Very Cooool White

[marting]

I recently pointed an IR temperature reading remote "thermometer" at blue sky on a cloudless day near noon. The reading was -20C.

Looking at the energy spectrum of sunlight vs blue sky, it appears that one could come up with a surface that was highly reflective or even diffusive at wavelengths of 200nm to say 3000 nm but highly emmisive at longer wavelengths. If such a surface was possible, it should be possible to have more energy radiated into blue sky than absorbed from the shorter wavelengths of sunlight. Such a surface would be cooler than the air temperature.

My question is, does such a surface exist? If not, how close can one come to a net radiator in warm climates? Does anyone know of any research optimising this?

marty

 

[Mosquito]

I recently pointed an IR temperature reading remote "thermometer" at blue sky on a cloudless day near noon. The reading was -20C.

Looking at the energy spectrum of sunlight vs blue sky, it appears that one could come up with a surface that was highly reflective or even diffusive at wavelengths of 200nm to say 3000 nm but highly emmisive at longer wavelengths. If such a surface was possible, it should be possible to have more energy radiated into blue sky than absorbed from the shorter wavelengths of sunlight. Such a surface would be cooler than the air temperature.

My question is, does such a surface exist?

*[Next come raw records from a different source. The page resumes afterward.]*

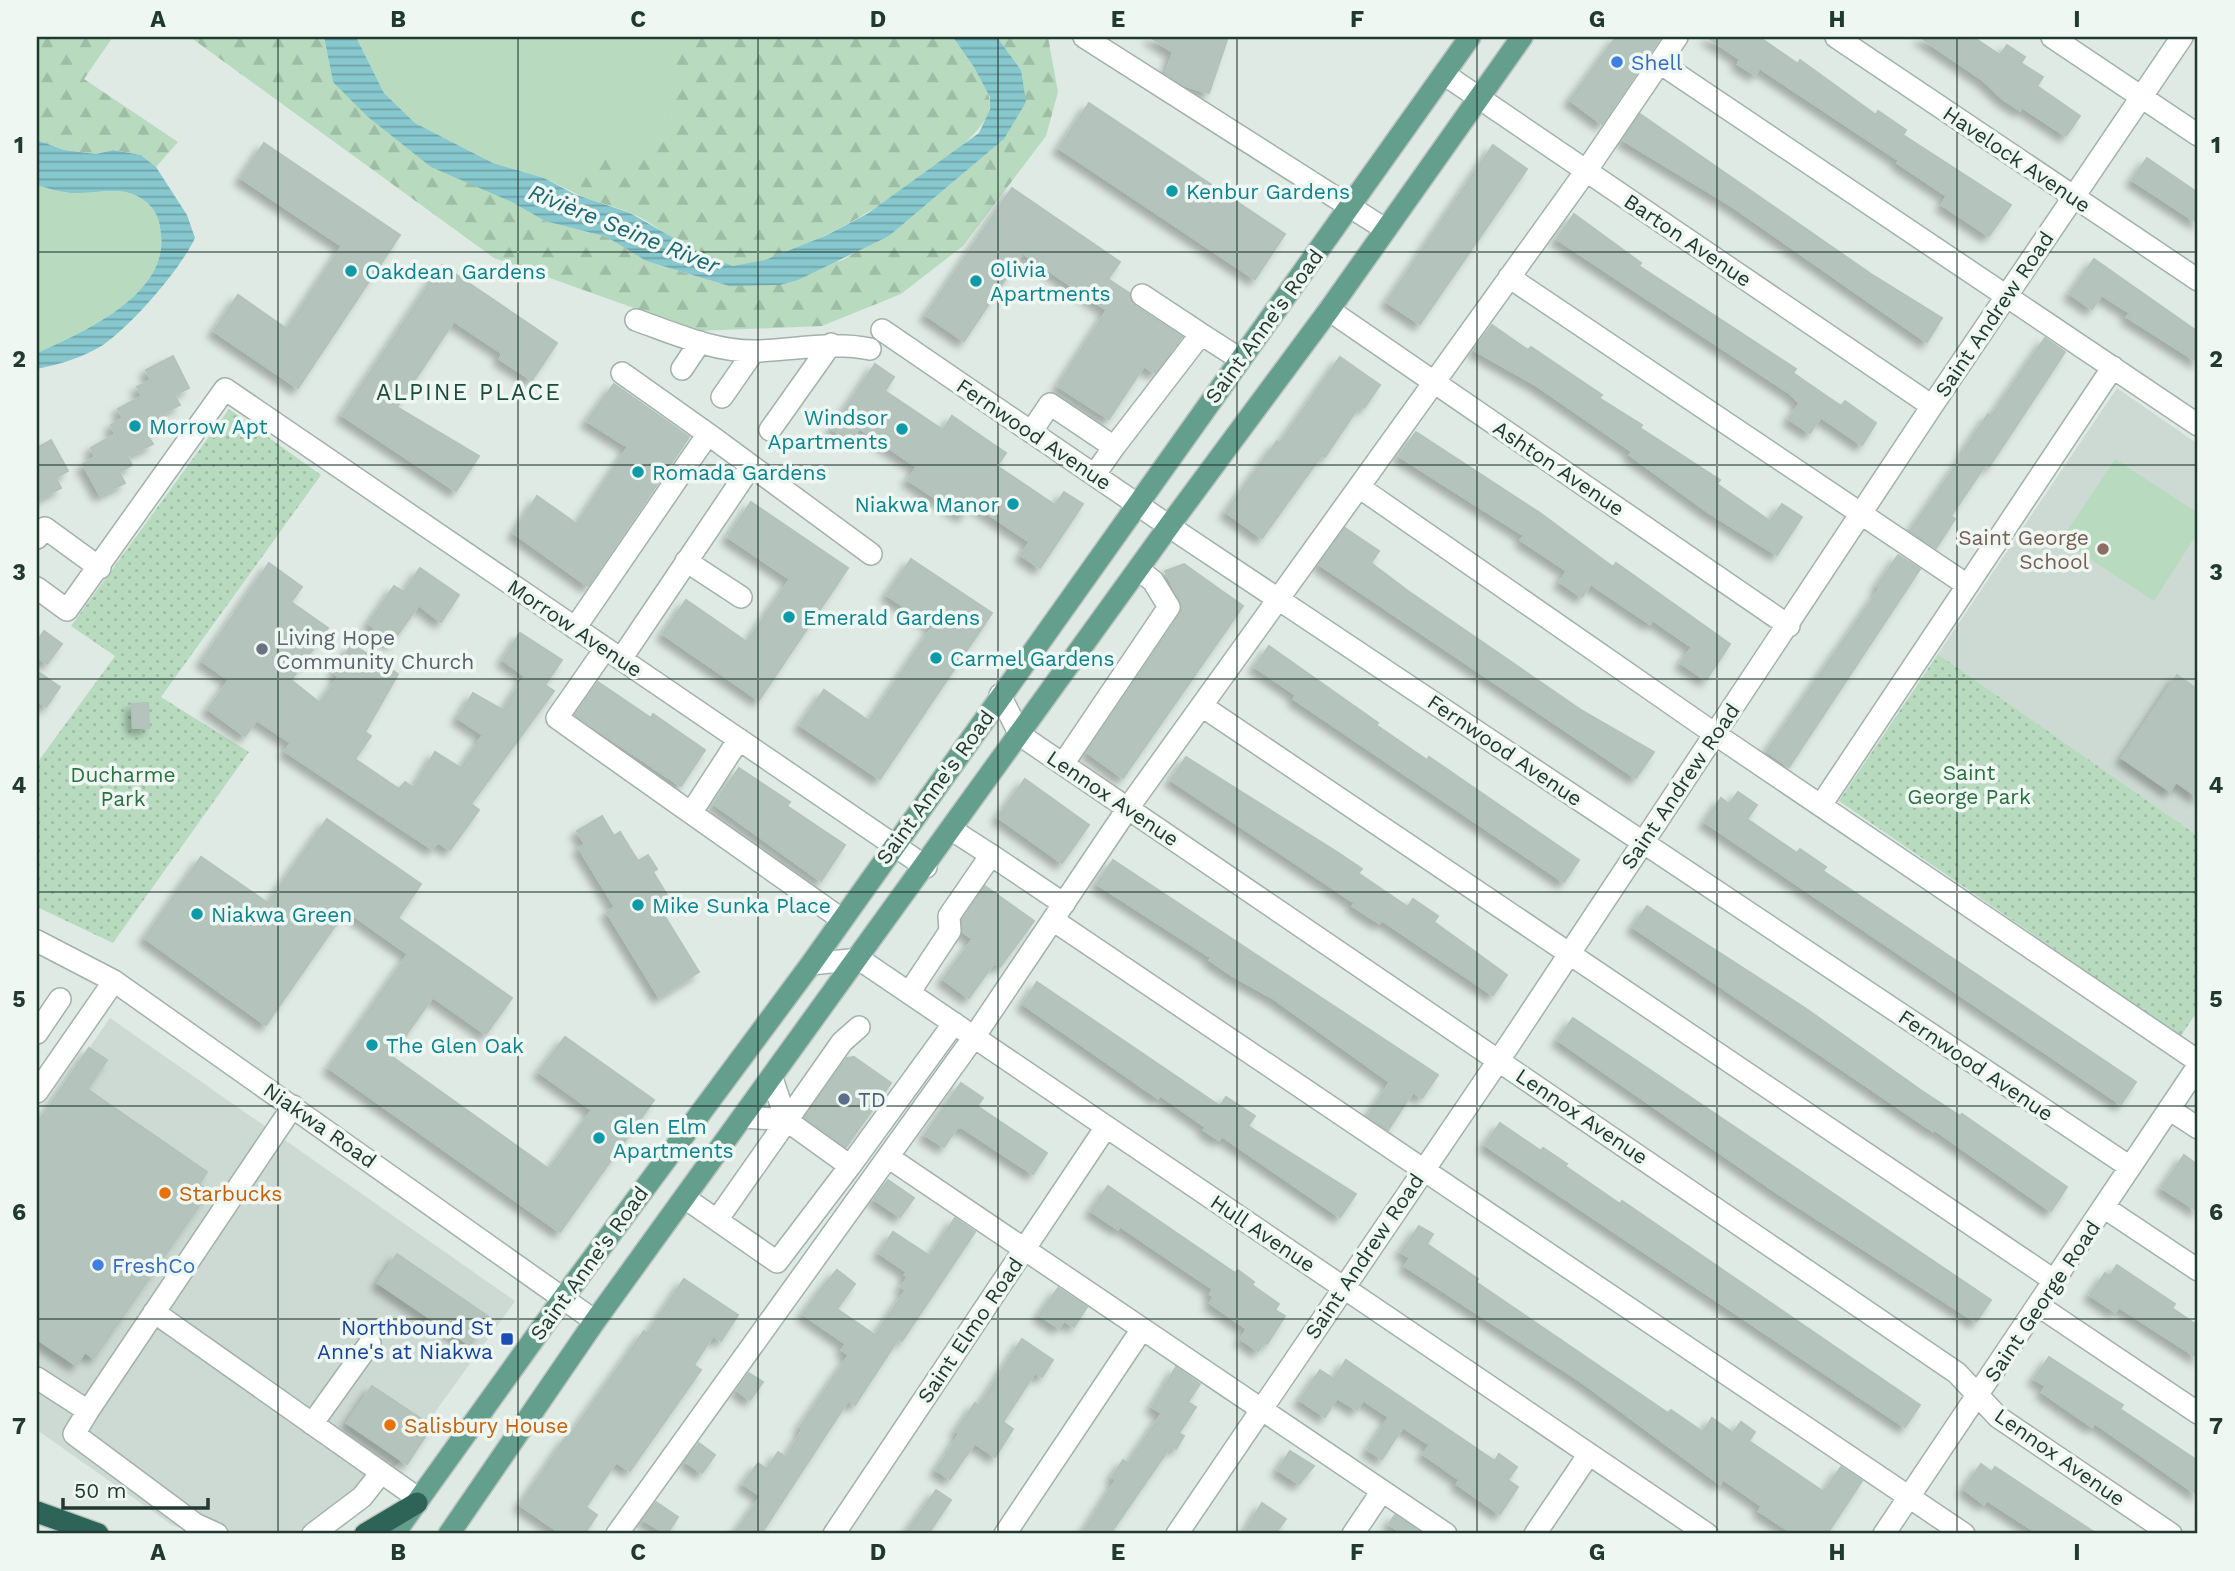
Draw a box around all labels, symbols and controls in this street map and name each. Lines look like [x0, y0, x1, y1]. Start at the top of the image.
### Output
text: A [150, 6, 166, 33]
text: B [390, 6, 406, 33]
text: C [630, 6, 646, 33]
text: D [870, 6, 886, 33]
text: E [1111, 6, 1125, 33]
text: F [1350, 6, 1364, 33]
text: G [1589, 6, 1605, 33]
text: H [1828, 6, 1846, 33]
text: I [2073, 6, 2081, 33]
place label: Shell [1631, 50, 1683, 75]
marker: Shell [1609, 54, 1625, 70]
street label: Havelock Avenue [1938, 100, 2096, 218]
text: 1 [14, 132, 24, 159]
text: 1 [2211, 132, 2221, 159]
water label: Rivière Seine River [525, 178, 724, 280]
place label: Kenbur Gardens [1186, 179, 1350, 204]
marker: Kenbur Gardens [1164, 183, 1180, 199]
street label: Barton Avenue [1619, 188, 1757, 292]
street label: Saint Andrew Road [1929, 226, 2059, 402]
street label: Saint Anne's Road [1200, 244, 1328, 408]
place label: Olivia Apartments [990, 257, 1111, 306]
place label: Oakdean Gardens [365, 259, 546, 284]
marker: Oakdean Gardens [343, 263, 359, 279]
marker: Olivia Apartments [968, 273, 984, 289]
text: 2 [12, 346, 26, 373]
text: 2 [2209, 346, 2223, 373]
street label: Fernwood Avenue [952, 373, 1116, 495]
district label: ALPINE PLACE [376, 379, 562, 406]
place label: Windsor Apartments [768, 405, 888, 454]
place label: Morrow Apt [149, 414, 268, 439]
street label: Ashton Avenue [1489, 415, 1629, 521]
marker: Morrow Apt [127, 418, 143, 434]
marker: Windsor Apartments [894, 421, 910, 437]
place label: Romada Gardens [652, 460, 827, 485]
marker: Romada Gardens [630, 464, 646, 480]
place label: Niakwa Manor [854, 492, 999, 517]
marker: Niakwa Manor [1005, 496, 1021, 512]
place label: Saint George School [1958, 525, 2090, 574]
marker: Saint George School [2095, 541, 2111, 557]
text: 3 [12, 559, 26, 586]
text: 3 [2209, 559, 2223, 586]
street label: Morrow Avenue [503, 574, 647, 682]
place label: Emerald Gardens [803, 605, 980, 630]
marker: Emerald Gardens [781, 609, 797, 625]
place label: Living Hope Community Church [276, 625, 474, 674]
marker: Living Hope Community Church [254, 641, 270, 657]
place label: Carmel Gardens [950, 646, 1115, 671]
marker: Carmel Gardens [928, 650, 944, 666]
street label: Fernwood Avenue [1423, 689, 1587, 811]
street label: Saint Andrew Road [1615, 698, 1745, 874]
street label: Saint Anne's Road [871, 705, 999, 869]
street label: Lennox Avenue [1042, 745, 1184, 851]
park label: Saint George Park [1907, 760, 2031, 809]
park label: Ducharme Park [70, 762, 176, 811]
text: 4 [12, 772, 27, 799]
text: 4 [2209, 772, 2224, 799]
place label: Mike Sunka Place [652, 893, 831, 918]
marker: Mike Sunka Place [630, 897, 646, 913]
place label: Niakwa Green [211, 902, 352, 927]
marker: Niakwa Green [189, 906, 205, 922]
text: 5 [12, 986, 26, 1013]
text: 5 [2209, 986, 2223, 1013]
street label: Fernwood Avenue [1894, 1004, 2058, 1126]
place label: The Glen Oak [386, 1033, 524, 1058]
marker: The Glen Oak [364, 1037, 380, 1053]
street label: Lennox Avenue [1511, 1063, 1653, 1169]
street label: Niakwa Road [259, 1077, 381, 1173]
place label: TD [858, 1087, 886, 1112]
marker: TD [836, 1091, 852, 1107]
place label: Glen Elm Apartments [613, 1114, 734, 1163]
marker: Glen Elm Apartments [591, 1130, 607, 1146]
street label: Saint Andrew Road [1299, 1168, 1429, 1344]
place label: Starbucks [179, 1181, 282, 1206]
street label: Saint Anne's Road [525, 1181, 653, 1345]
marker: Starbucks [157, 1185, 173, 1201]
street label: Hull Avenue [1206, 1189, 1320, 1277]
text: 6 [12, 1199, 26, 1226]
text: 6 [2209, 1199, 2223, 1226]
street label: Saint George Road [1979, 1216, 2105, 1386]
street label: Saint Elmo Road [912, 1252, 1028, 1408]
place label: FreshCo [112, 1253, 195, 1278]
marker: FreshCo [90, 1257, 106, 1273]
place label: Northbound St Anne's at Niakwa [317, 1315, 493, 1364]
marker: Northbound St Anne's at Niakwa [499, 1331, 515, 1347]
street label: Lennox Avenue [1990, 1403, 2130, 1511]
text: 7 [12, 1413, 26, 1440]
place label: Salisbury House [404, 1413, 568, 1438]
text: 7 [2209, 1413, 2223, 1440]
marker: Salisbury House [382, 1417, 398, 1433]
scale bar [63, 1466, 208, 1510]
text: 50 m [74, 1478, 126, 1503]
text: A [150, 1539, 166, 1566]
text: B [390, 1539, 406, 1566]
text: C [630, 1539, 646, 1566]
text: D [870, 1539, 886, 1566]
text: E [1111, 1539, 1125, 1566]
text: F [1350, 1539, 1364, 1566]
text: G [1589, 1539, 1605, 1566]
text: H [1828, 1539, 1846, 1566]
text: I [2073, 1539, 2081, 1566]

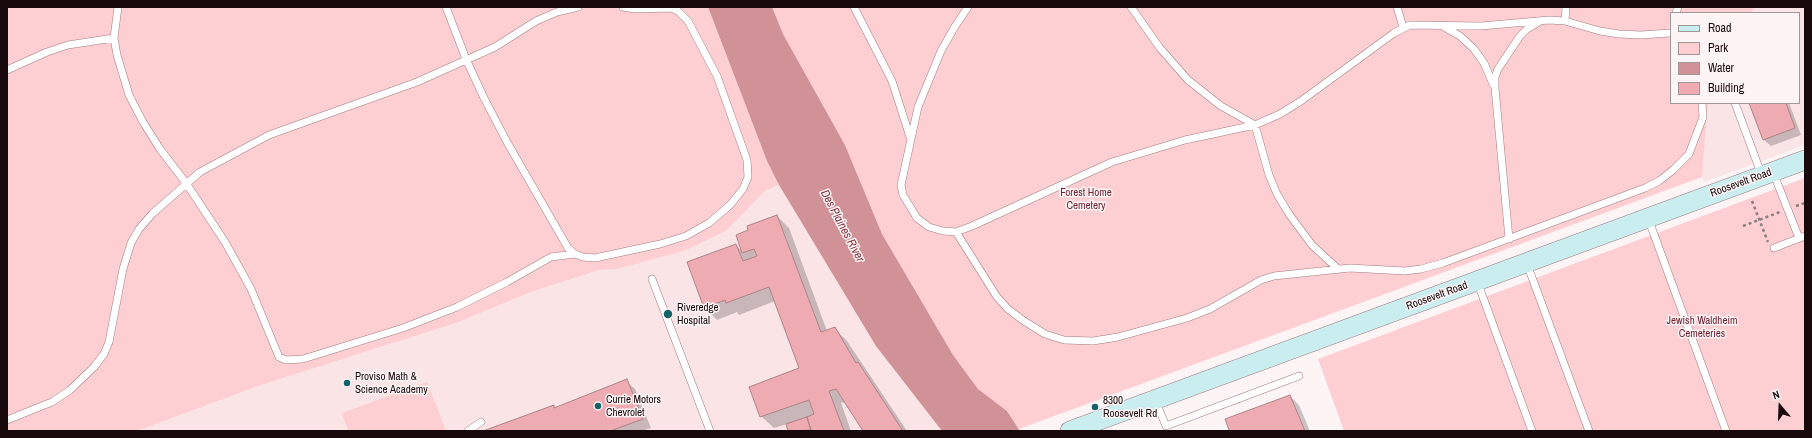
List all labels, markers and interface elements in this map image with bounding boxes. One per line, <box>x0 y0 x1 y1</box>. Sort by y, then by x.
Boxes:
legend <box>1670 12 1800 104</box>
text: Road <box>1708 20 1732 36</box>
text: Park <box>1708 40 1728 56</box>
text: Water <box>1708 60 1734 76</box>
text: Building <box>1708 80 1744 96</box>
street label: Roosevelt Road <box>1709 166 1773 200</box>
park label: Forest Home Cemetery <box>1060 186 1112 212</box>
water label: Des Plaines River <box>817 188 867 264</box>
street label: Roosevelt Road <box>1405 279 1469 313</box>
place label: Riveredge Hospital <box>677 301 719 327</box>
marker: Riveredge Hospital <box>662 308 674 320</box>
park label: Jewish Waldheim Cemeteries <box>1667 314 1737 340</box>
place label: Proviso Math & Science Academy <box>355 370 428 396</box>
marker: Proviso Math & Science Academy <box>342 378 352 388</box>
north arrow <box>1760 386 1800 426</box>
text: N <box>1771 387 1781 402</box>
place label: Currie Motors Chevrolet <box>606 393 661 419</box>
place label: 8300 Roosevelt Rd <box>1103 394 1157 420</box>
marker: Currie Motors Chevrolet <box>593 401 603 411</box>
marker: 8300 Roosevelt Rd <box>1090 402 1100 412</box>

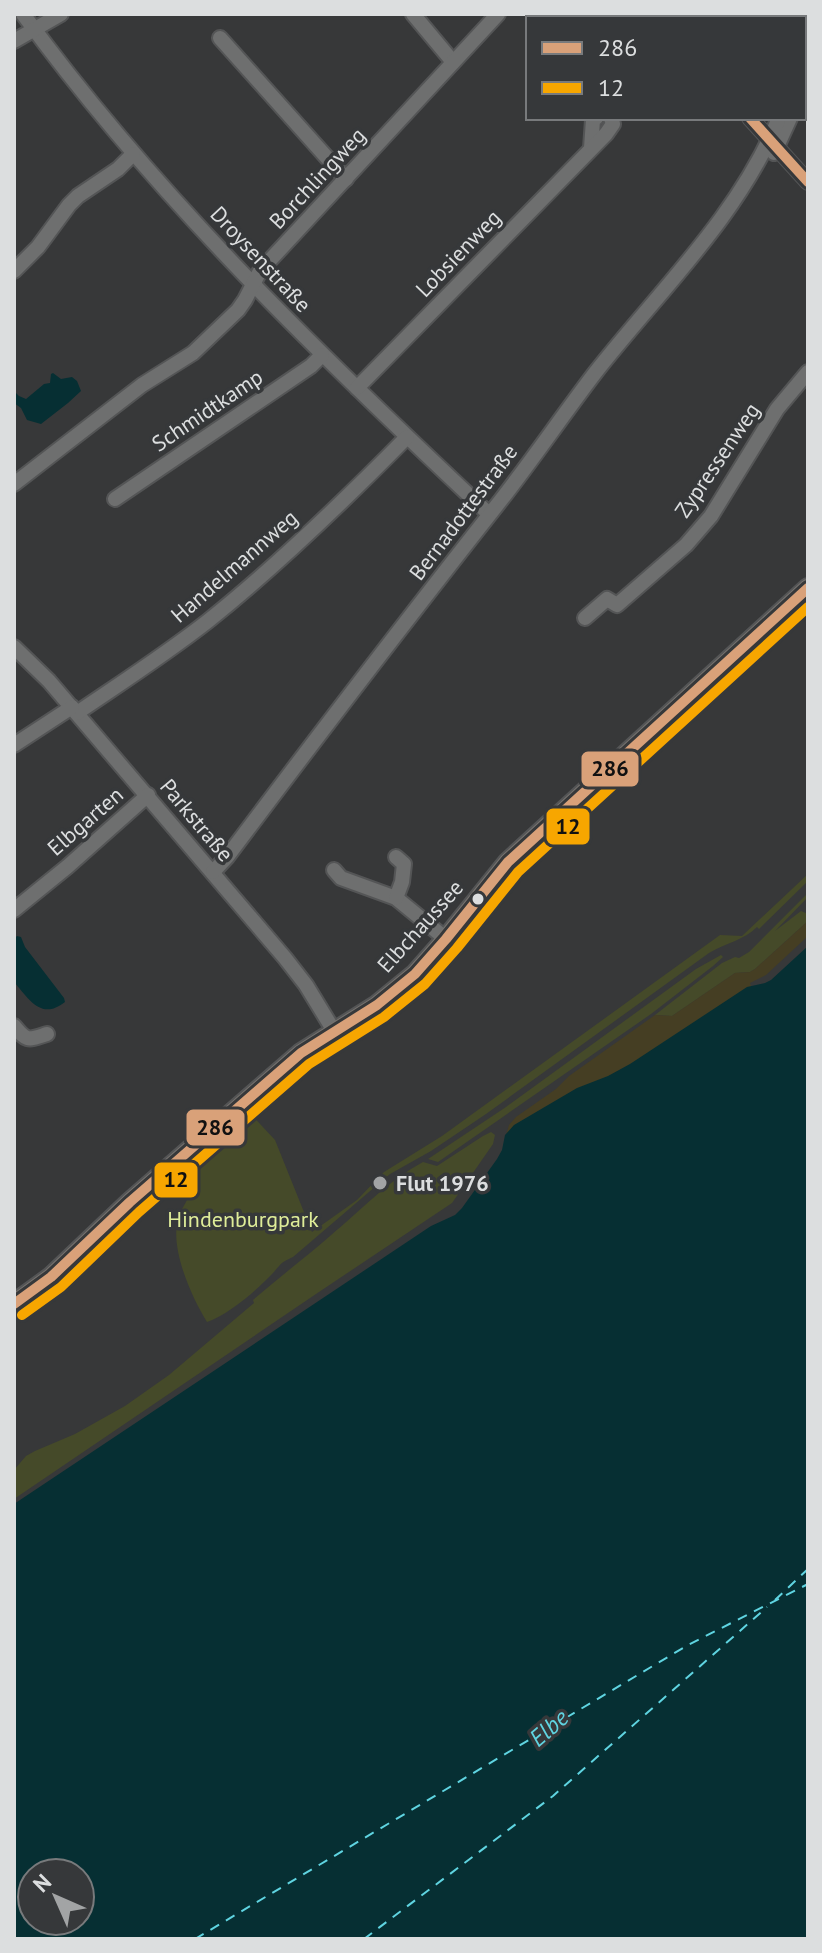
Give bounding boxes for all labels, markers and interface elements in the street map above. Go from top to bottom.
legend [526,16,806,120]
text: 286 [598,32,637,63]
text: 12 [598,72,624,103]
street label: Borchlingweg [263,121,371,235]
street label: Droysenstraße [205,200,317,318]
street label: Lobsienweg [409,203,507,303]
street label: Schmidtkamp [146,363,268,457]
street label: Zypressenweg [668,397,766,523]
street label: Bernadottestraße [403,438,523,586]
street label: Handelmannweg [165,503,303,629]
line badge: 286 [580,750,640,788]
text: 286 [591,754,629,782]
street label: Parkstraße [154,773,240,867]
street label: Elbgarten [41,780,129,862]
line badge: 12 [545,807,591,846]
text: 12 [556,812,580,840]
street label: Elbchaussee [371,874,469,978]
unlabelled marker [470,891,486,907]
line badge: 286 [185,1108,246,1147]
text: 286 [196,1113,234,1141]
line badge: 12 [153,1161,199,1199]
text: 12 [164,1165,188,1193]
place label: Flut 1976 [396,1169,489,1197]
marker: Flut 1976 [371,1174,389,1192]
park label: Hindenburgpark [167,1205,319,1233]
water label: Elbe [523,1702,575,1753]
north arrow [16,1857,96,1937]
text: N [27,1868,57,1898]

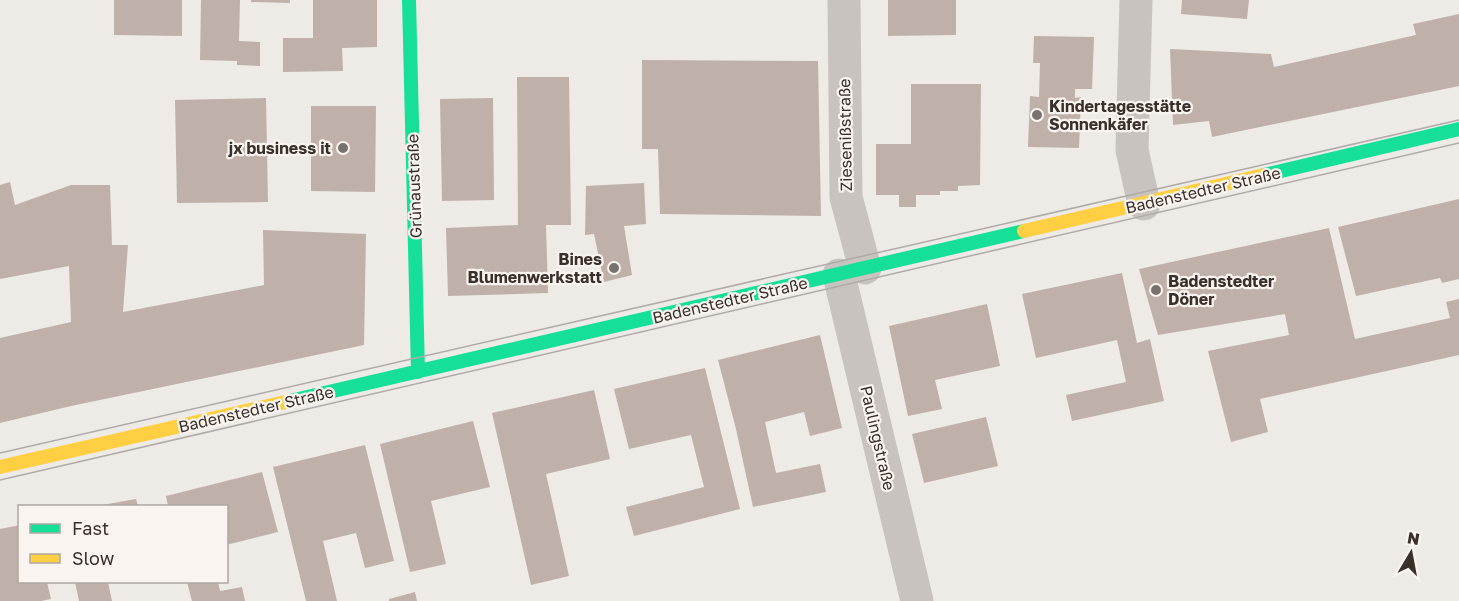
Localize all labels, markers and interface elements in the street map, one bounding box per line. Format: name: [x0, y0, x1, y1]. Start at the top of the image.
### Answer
street label: Ziesenißstraße: [834, 78, 856, 192]
place label: Kindertagesstätte Sonnenkäfer: [1049, 96, 1191, 134]
marker: Kindertagesstätte Sonnenkäfer: [1030, 108, 1044, 122]
street label: Grünaustraße: [402, 134, 426, 238]
place label: jx business it: [228, 138, 331, 158]
marker: jx business it: [336, 141, 350, 155]
street label: Badenstedter Straße: [1123, 162, 1283, 218]
place label: Bines Blumenwerkstatt: [468, 249, 602, 287]
marker: Bines Blumenwerkstatt: [607, 261, 621, 275]
place label: Badenstedter Döner: [1168, 271, 1274, 309]
street label: Badenstedter Straße: [650, 272, 810, 328]
marker: Badenstedter Döner: [1149, 283, 1163, 297]
street label: Badenstedter Straße: [176, 381, 336, 437]
street label: Paulingstraße: [856, 384, 900, 492]
legend: [18, 505, 228, 583]
text: Fast: [72, 517, 109, 539]
north arrow: [1381, 523, 1441, 583]
text: N: [1406, 527, 1421, 549]
text: Slow: [72, 547, 115, 569]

If not, how close can one come to a net radiator in warm climates? Does anyone know of any research optimising this?

marty

Not to kill your dreams of a perpetuum mobile, but your surface would be AT air temperature, not below it, as it would be heated by the physical contact with the air. And this assumes that its total capacity for radiating heat is, at air temperature, higher than its capacity for capturing solar radiation.

I've had the same idea myself, but it would mean free lunch, and that ain't happening anywhere near here, I tell ya'.

Mosquito

 

[Ririon]

Puh!

I was THIS close to selling my oil stocks...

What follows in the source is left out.